This function saves the results of the evolutionary computation
to two files. The first file, which by default is named
'inspyred-statistics-file-<timestamp>.csv', contains the basic
generational statistics of the population throughout the run
(worst, best, median, and average fitness and standard deviation
of the fitness values). The second file, which by default is named
'inspyred-individuals-file-<timestamp>.csv', contains every individual
during each generation of the run.
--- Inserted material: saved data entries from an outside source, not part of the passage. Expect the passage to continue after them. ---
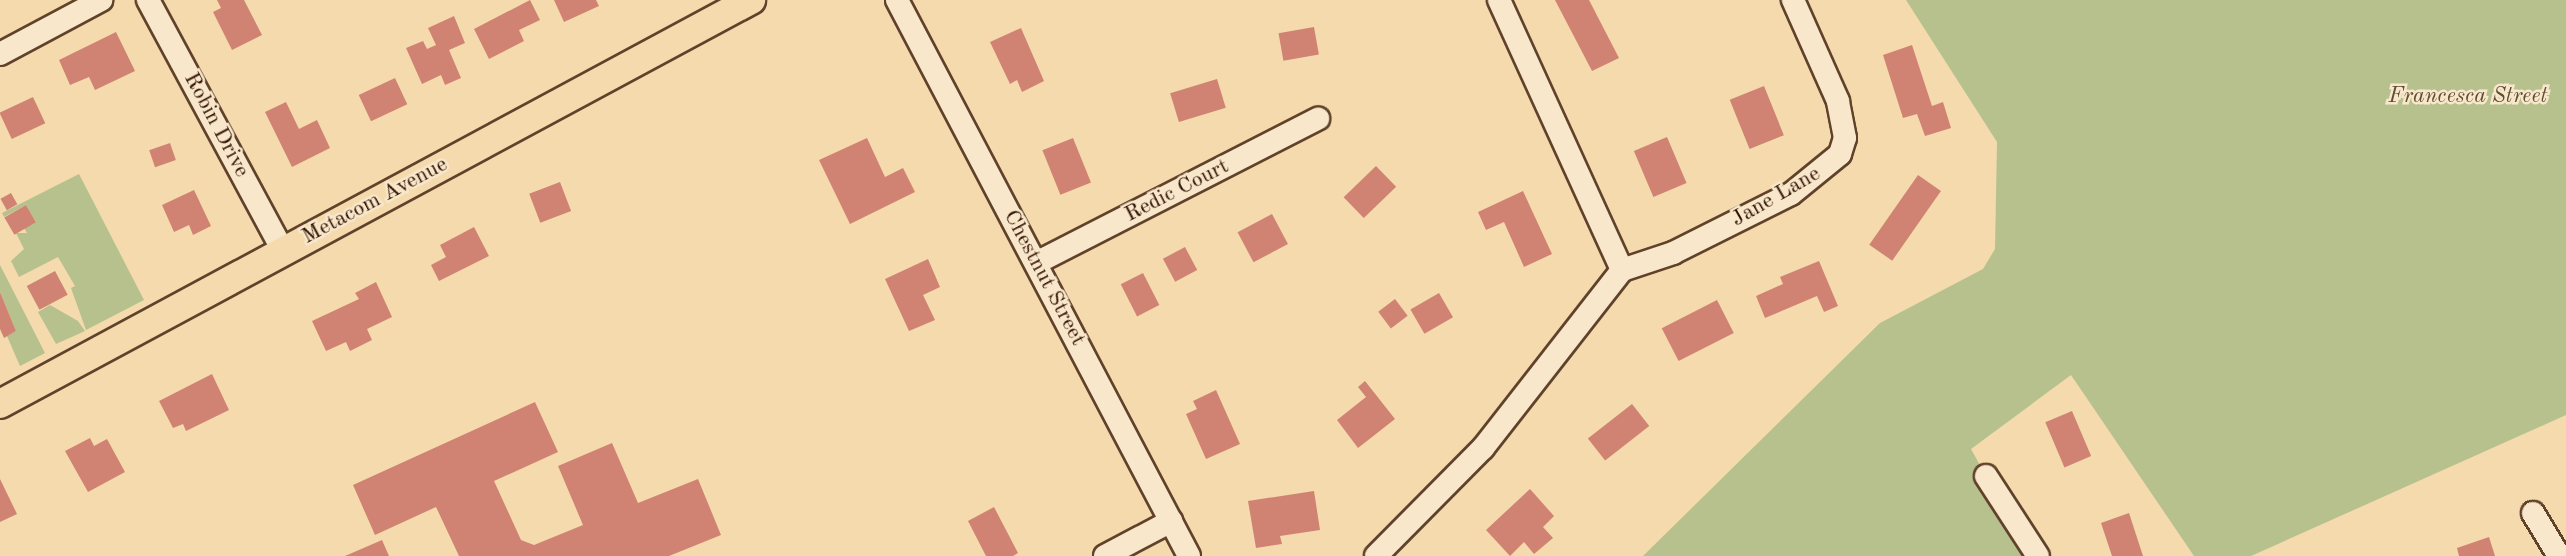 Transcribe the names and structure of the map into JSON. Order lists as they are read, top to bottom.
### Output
{
  "streets": {
    "main road": ["Metacom Avenue"],
    "street": [
      "Robin Drive",
      "Redic Court",
      "Jane Lane",
      "Chestnut Street"
    ]
  },
  "crossings": [
    ["Robin Drive", "Metacom Avenue"],
    ["Redic Court", "Chestnut Street"]
  ],
  "parks": ["Francesca Street"]
} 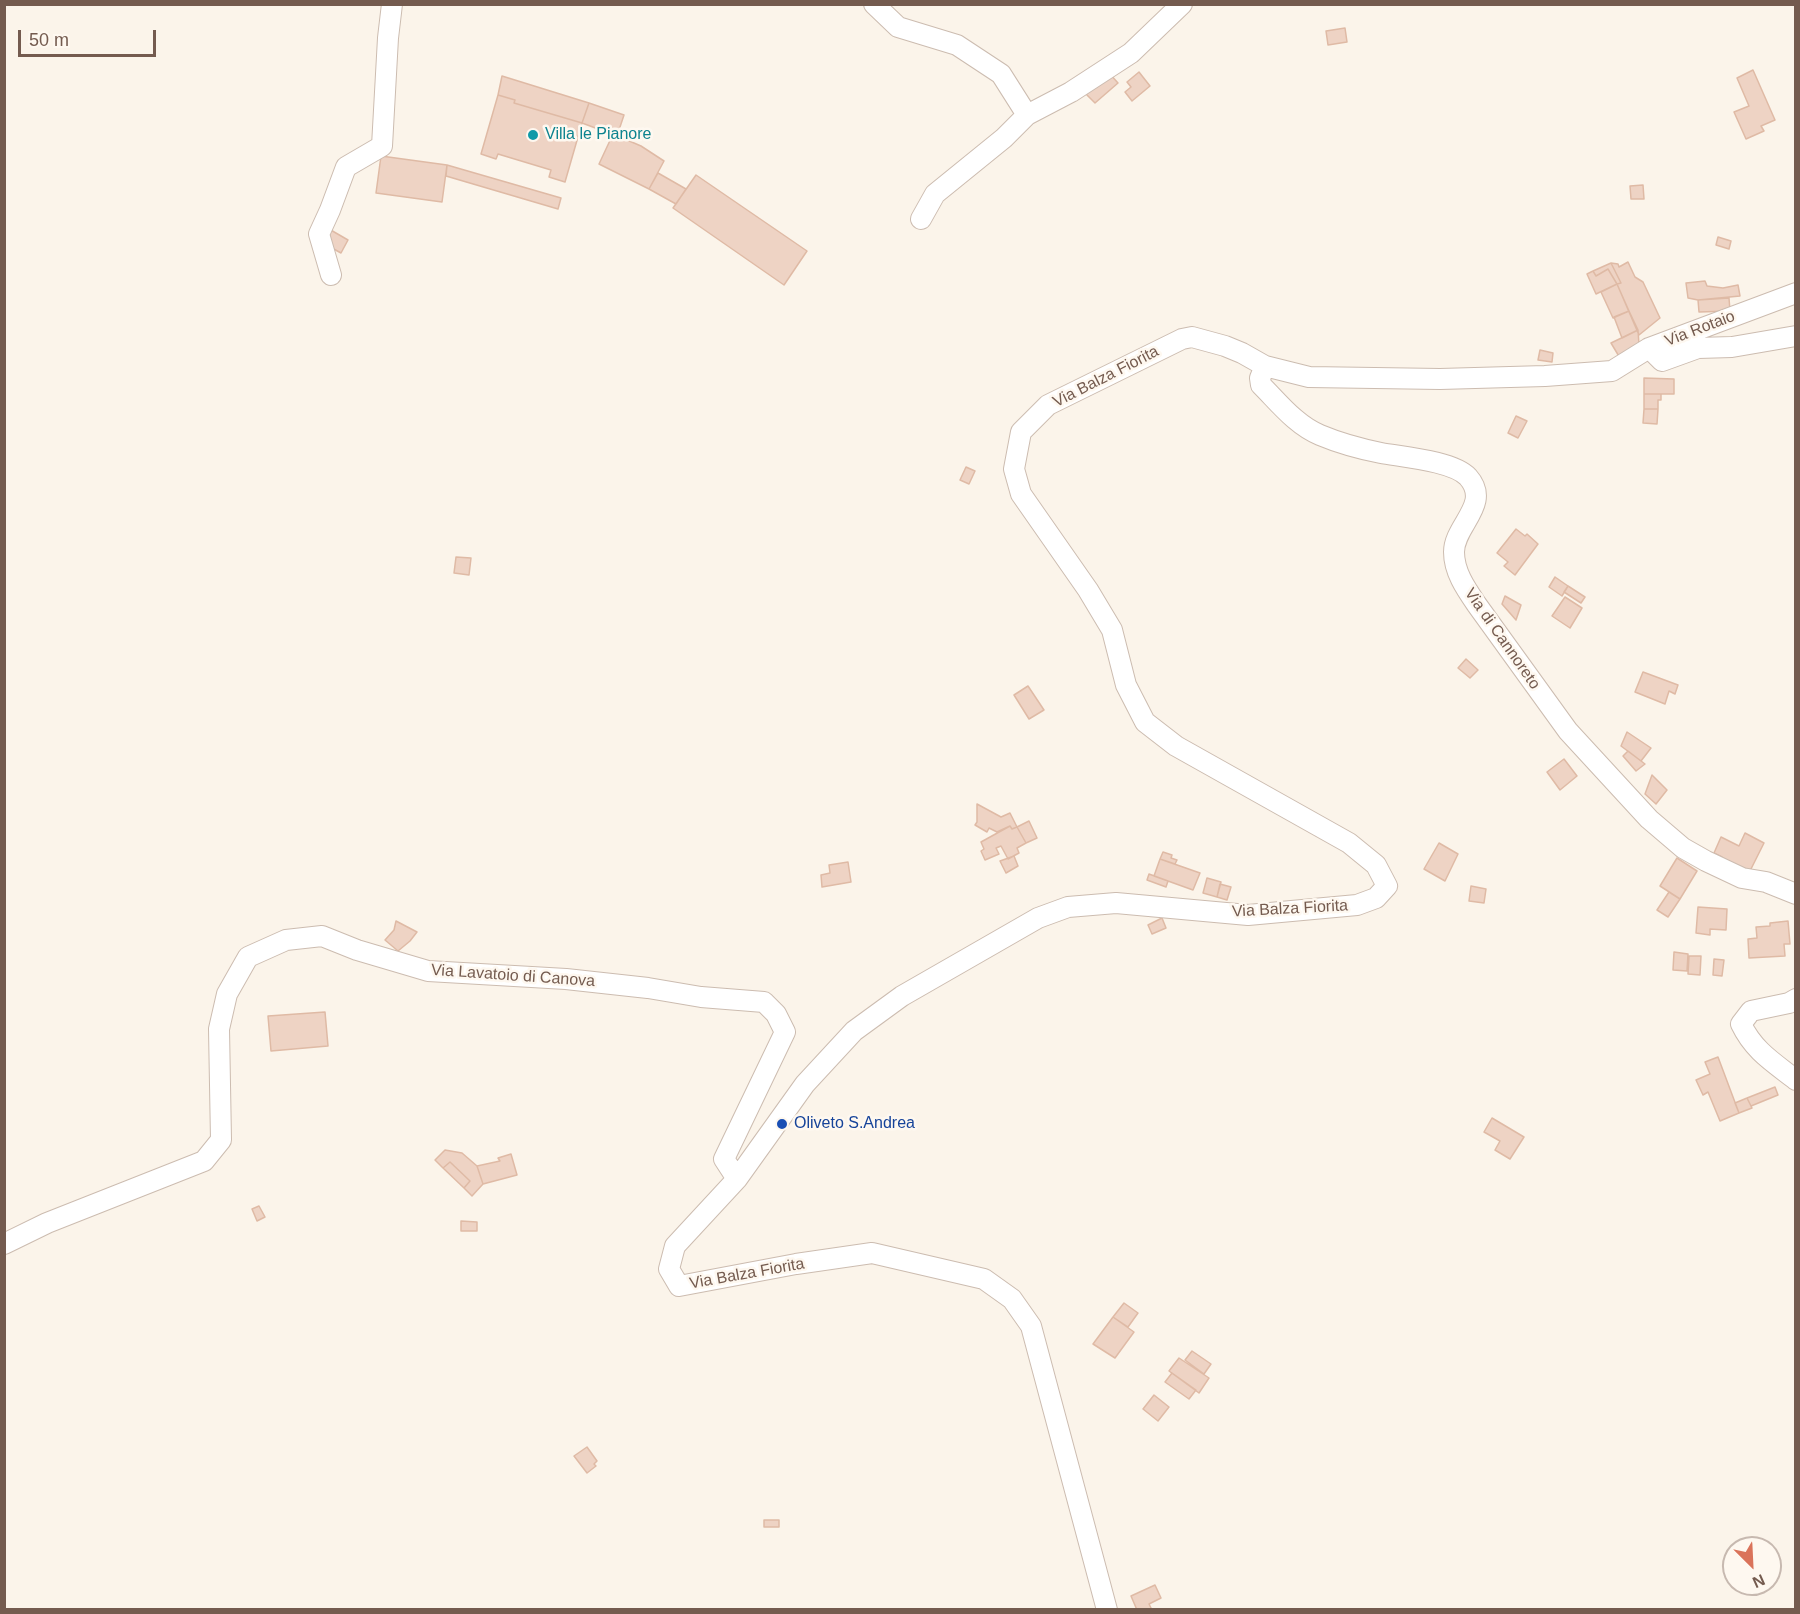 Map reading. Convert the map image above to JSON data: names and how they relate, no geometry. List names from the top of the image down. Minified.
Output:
{"streets":{"street":["Via Rotaio","Via Balza Fiorita","Via di Cannoreto","Via Lavatoio di Canova"]},"crossings":[["Via Rotaio","Via Balza Fiorita"],["Via Balza Fiorita","Via di Cannoreto"],["Via Balza Fiorita","Via Lavatoio di Canova"]],"places":["Villa le Pianore","Oliveto S.Andrea"],"scale_bar":"50 m","north":"bottom right"} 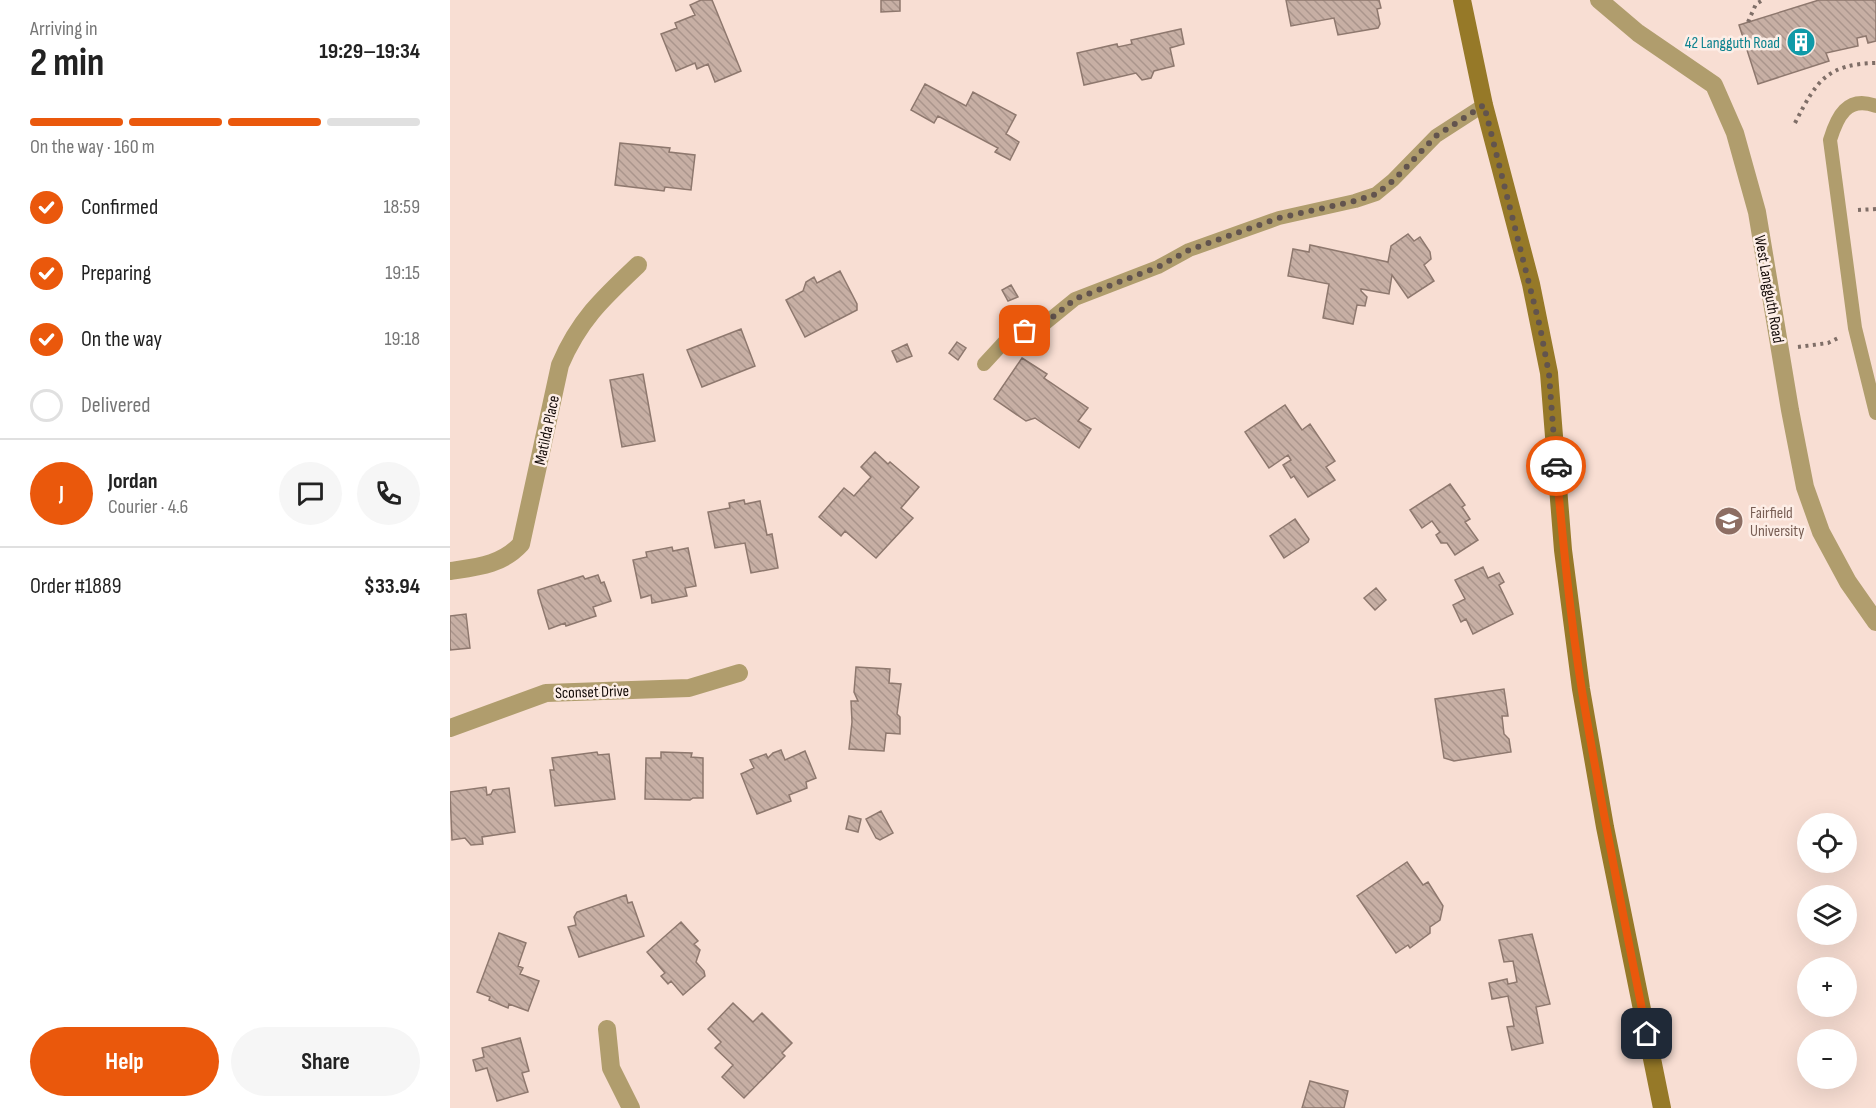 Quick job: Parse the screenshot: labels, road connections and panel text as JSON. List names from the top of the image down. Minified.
{"streets":{"street":["West Langguth Road","Matilda Place","Sconset Drive"]},"places":{"building":["42 Langguth Road"],"school or university":["Fairfield University"]},"page":{"heading":["2 min","Arriving in","19:29–19:34"],"panel":["Jordan","Courier · 4.6","Order #1889","$33.94"],"bar":"On the way · 160 m","list":[["Confirmed","18:59"],["Preparing","19:15"],["On the way","19:18"],"Delivered"],"round":"J","map_buttons":["+","−"],"buttons":["Help","Share"]}}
Both files may be passed to the
function as keyword arguments (see below).
The format of each line of the statistics file is as follows::
generation number, population size, worst, best, median, average, standard deviation
The format of each line of the individuals file is as follows::
generation number, individual number, fitness, string representation of candidate
.. note::
This function makes use of the ``inspyred.ec.analysis.fitness_statistics``
function, so it is subject to the same requirements.
.. Arguments:
population -- the population of Individuals
num_generations -- the number of elapsed generations
num_evaluations -- the number of candidate solution evaluations
args -- a dictionary of keyword arguments
Optional keyword arguments in args:
- *statistics_file* -- a file object (default: see text)
- *individuals_file* -- a file object (default: see text)
"""
try:
statistics_file = args['statistics_file']
except KeyError:
statistics_file = open('inspyred-statistics-file-{0}.csv'.format(time.strftime('%m%d%Y-%H%M%S')), 'w')
args['statistics_file'] = statistics_file
try:
individuals_file = args['individuals_file']
except KeyError:
individuals_file = open('inspyred-individuals-file-{0}.csv'.format(time.strftime('%m%d%Y-%H%M%S')), 'w')
args['individuals_file'] = individuals_file
stats = inspyred.ec.analysis.fitness_statistics(population)
worst_fit = stats['worst']
best_fit = stats['best']
avg_fit = stats['mean']
med_fit = stats['median']
std_fit = stats['std']
statistics_file.write('{0}, {1}, {2}, {3}, {4}, {5}, {6}\n'.format(num_generations, len(population), worst_fit, best_fit, med_fit, avg_fit, std_fit))
for i, p in enumerate(population):
individuals_file.write('{0}, {1}, {2}, {3}\n'.format(num_generations, i, p.fitness, str(p.candidate)))
statistics_file.flush()
individuals_file.flush()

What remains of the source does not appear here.